• **PROBLEM TO WORK ON**:
Would you please copy the part of the material below that opens with the line containing "I need the bounding" and closes with the line containing "Enumerate all labels, markers"? Copy it exactly, and only it.

• **RECORDS SUPPLIED**:

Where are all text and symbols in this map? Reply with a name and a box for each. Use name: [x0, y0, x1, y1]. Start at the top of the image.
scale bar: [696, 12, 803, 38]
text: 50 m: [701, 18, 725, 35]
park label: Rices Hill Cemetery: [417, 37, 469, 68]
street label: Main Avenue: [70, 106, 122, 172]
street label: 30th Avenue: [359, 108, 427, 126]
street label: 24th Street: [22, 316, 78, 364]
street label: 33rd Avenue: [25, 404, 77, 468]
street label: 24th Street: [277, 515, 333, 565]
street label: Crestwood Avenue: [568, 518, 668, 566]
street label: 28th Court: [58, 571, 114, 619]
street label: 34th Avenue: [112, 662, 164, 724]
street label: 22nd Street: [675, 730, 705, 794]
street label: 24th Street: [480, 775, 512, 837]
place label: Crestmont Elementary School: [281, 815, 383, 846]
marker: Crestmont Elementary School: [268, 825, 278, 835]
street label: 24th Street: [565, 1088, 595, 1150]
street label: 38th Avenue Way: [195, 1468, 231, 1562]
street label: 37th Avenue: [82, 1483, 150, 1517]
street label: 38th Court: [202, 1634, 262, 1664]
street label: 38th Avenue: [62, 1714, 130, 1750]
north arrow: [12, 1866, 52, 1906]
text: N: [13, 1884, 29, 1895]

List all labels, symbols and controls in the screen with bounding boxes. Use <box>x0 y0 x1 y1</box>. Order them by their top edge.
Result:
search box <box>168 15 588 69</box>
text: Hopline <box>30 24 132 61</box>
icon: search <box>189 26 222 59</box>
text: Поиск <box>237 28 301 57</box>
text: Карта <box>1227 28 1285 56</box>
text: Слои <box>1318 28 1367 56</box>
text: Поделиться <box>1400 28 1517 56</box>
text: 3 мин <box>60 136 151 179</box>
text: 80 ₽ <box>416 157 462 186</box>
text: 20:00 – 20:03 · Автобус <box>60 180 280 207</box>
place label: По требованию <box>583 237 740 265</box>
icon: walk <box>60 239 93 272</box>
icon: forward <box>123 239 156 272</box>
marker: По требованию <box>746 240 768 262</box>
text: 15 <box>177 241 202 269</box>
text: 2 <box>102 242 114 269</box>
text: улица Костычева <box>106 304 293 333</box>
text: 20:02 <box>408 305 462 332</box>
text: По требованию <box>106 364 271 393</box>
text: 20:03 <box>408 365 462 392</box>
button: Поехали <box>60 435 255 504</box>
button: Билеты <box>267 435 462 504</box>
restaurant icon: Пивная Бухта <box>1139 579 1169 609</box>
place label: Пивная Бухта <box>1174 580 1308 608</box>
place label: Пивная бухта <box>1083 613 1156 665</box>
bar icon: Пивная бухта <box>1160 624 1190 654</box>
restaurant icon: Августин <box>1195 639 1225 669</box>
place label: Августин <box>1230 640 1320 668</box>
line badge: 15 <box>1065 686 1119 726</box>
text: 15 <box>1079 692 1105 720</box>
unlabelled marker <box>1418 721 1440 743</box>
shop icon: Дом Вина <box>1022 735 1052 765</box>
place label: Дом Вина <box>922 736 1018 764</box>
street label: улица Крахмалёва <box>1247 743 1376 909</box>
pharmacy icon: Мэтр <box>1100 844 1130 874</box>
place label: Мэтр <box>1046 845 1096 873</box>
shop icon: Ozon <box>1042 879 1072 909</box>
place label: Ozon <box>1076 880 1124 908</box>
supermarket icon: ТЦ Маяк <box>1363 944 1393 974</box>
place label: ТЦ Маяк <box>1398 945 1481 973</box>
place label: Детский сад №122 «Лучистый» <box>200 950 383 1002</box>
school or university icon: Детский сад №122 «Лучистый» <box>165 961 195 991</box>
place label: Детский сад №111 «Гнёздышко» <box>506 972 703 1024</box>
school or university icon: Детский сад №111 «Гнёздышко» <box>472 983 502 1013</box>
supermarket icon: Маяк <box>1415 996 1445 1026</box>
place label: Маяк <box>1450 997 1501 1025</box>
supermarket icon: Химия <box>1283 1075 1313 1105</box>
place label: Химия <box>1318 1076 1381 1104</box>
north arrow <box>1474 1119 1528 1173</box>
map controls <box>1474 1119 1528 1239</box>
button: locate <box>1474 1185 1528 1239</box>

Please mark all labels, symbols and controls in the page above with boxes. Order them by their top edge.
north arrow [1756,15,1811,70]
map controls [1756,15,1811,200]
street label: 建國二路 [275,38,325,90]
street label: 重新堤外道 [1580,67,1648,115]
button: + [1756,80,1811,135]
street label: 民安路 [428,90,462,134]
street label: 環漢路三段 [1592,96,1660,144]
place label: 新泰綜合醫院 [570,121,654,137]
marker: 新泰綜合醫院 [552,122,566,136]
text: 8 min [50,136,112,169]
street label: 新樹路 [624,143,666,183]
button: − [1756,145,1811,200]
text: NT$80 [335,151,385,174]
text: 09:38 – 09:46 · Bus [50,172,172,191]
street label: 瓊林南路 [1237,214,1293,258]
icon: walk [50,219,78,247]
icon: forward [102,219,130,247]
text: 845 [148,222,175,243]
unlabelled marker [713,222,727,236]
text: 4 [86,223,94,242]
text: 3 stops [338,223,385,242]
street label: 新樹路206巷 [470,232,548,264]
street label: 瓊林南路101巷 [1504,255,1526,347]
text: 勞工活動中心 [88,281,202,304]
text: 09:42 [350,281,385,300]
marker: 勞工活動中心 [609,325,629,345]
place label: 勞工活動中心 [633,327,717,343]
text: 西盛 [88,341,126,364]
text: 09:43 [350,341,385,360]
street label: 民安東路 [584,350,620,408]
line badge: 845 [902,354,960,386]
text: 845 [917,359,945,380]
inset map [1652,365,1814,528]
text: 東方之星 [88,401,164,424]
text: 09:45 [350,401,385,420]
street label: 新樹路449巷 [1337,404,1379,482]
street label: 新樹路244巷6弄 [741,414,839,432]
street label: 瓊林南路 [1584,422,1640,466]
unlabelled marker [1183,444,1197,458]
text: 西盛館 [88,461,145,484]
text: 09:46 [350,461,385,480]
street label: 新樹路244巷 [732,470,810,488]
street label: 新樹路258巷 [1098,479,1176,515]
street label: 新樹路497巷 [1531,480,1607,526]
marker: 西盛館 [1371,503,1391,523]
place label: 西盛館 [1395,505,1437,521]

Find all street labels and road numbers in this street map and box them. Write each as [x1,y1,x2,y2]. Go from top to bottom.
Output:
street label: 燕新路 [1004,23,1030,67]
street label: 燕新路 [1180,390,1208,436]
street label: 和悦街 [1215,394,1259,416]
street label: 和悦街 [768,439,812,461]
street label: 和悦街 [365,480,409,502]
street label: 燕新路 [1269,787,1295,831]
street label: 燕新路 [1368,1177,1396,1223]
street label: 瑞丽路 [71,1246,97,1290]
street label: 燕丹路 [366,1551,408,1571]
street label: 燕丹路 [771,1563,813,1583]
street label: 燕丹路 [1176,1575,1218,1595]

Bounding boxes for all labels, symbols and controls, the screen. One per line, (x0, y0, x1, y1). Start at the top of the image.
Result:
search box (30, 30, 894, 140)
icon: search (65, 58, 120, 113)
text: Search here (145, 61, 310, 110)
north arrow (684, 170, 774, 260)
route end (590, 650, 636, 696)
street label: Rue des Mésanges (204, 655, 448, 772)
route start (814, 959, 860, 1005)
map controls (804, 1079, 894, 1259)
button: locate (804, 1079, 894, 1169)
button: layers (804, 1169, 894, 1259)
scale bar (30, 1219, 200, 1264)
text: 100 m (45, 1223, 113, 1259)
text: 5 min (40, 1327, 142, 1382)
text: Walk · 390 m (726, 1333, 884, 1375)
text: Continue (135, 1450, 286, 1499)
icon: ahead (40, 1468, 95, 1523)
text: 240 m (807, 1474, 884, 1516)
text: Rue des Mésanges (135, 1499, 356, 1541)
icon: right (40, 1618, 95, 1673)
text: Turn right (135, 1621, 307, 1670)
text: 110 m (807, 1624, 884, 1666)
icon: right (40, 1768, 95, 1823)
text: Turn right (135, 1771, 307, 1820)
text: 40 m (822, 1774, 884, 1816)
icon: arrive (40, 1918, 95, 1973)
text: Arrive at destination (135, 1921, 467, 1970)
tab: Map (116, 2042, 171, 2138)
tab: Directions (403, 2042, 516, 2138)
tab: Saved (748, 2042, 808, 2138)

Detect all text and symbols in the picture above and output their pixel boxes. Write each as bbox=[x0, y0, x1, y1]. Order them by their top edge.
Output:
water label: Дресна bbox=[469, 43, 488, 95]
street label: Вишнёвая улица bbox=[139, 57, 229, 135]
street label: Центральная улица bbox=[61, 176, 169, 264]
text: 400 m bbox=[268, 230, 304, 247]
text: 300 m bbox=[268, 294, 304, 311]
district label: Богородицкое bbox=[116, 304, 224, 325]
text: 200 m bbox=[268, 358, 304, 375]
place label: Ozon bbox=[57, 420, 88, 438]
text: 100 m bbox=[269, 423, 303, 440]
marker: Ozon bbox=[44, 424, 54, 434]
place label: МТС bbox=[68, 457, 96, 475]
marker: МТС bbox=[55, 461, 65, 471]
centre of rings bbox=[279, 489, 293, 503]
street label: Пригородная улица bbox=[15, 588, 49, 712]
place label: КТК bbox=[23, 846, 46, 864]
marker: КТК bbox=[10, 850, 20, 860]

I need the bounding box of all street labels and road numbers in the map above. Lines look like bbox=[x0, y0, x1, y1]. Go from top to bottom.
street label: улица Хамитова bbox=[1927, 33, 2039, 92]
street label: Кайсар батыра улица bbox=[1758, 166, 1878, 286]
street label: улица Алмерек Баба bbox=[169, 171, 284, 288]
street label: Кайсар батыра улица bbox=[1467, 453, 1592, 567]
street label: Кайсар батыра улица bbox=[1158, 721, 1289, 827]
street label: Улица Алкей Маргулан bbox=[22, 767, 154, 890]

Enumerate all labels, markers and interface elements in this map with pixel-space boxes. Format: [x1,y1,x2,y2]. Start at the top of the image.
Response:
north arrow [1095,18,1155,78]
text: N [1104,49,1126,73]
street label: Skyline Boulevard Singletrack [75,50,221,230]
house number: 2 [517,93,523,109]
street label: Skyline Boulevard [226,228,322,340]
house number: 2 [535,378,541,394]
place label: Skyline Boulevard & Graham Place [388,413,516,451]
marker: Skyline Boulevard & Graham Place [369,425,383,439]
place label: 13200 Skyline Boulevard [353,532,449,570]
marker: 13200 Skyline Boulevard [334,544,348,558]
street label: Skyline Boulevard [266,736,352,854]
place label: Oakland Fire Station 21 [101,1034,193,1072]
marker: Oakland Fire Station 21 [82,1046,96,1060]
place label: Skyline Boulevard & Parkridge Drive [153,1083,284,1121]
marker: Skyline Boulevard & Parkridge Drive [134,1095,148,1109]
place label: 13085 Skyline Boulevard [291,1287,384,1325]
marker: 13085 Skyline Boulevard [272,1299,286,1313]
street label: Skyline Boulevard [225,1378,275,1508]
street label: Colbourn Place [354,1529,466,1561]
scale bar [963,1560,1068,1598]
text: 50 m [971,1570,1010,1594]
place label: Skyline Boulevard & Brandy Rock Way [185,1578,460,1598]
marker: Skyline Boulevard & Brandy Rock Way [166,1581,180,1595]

• **SOLUTION FOR THIS PROBLEM**:
I need the bounding box of all street labels and road numbers in the map above. Lines look like bbox=[x0, y0, x1, y1]. Go from top to bottom.
street label: улица Хамитова bbox=[1927, 33, 2039, 92]
street label: Кайсар батыра улица bbox=[1758, 166, 1878, 286]
street label: улица Алмерек Баба bbox=[169, 171, 284, 288]
street label: Кайсар батыра улица bbox=[1467, 453, 1592, 567]
street label: Кайсар батыра улица bbox=[1158, 721, 1289, 827]
street label: Улица Алкей Маргулан bbox=[22, 767, 154, 890]

Enumerate all labels, markers and interface elements in this map with pixel-space boxes. Format: [x1,y1,x2,y2]. Start at the top of the image.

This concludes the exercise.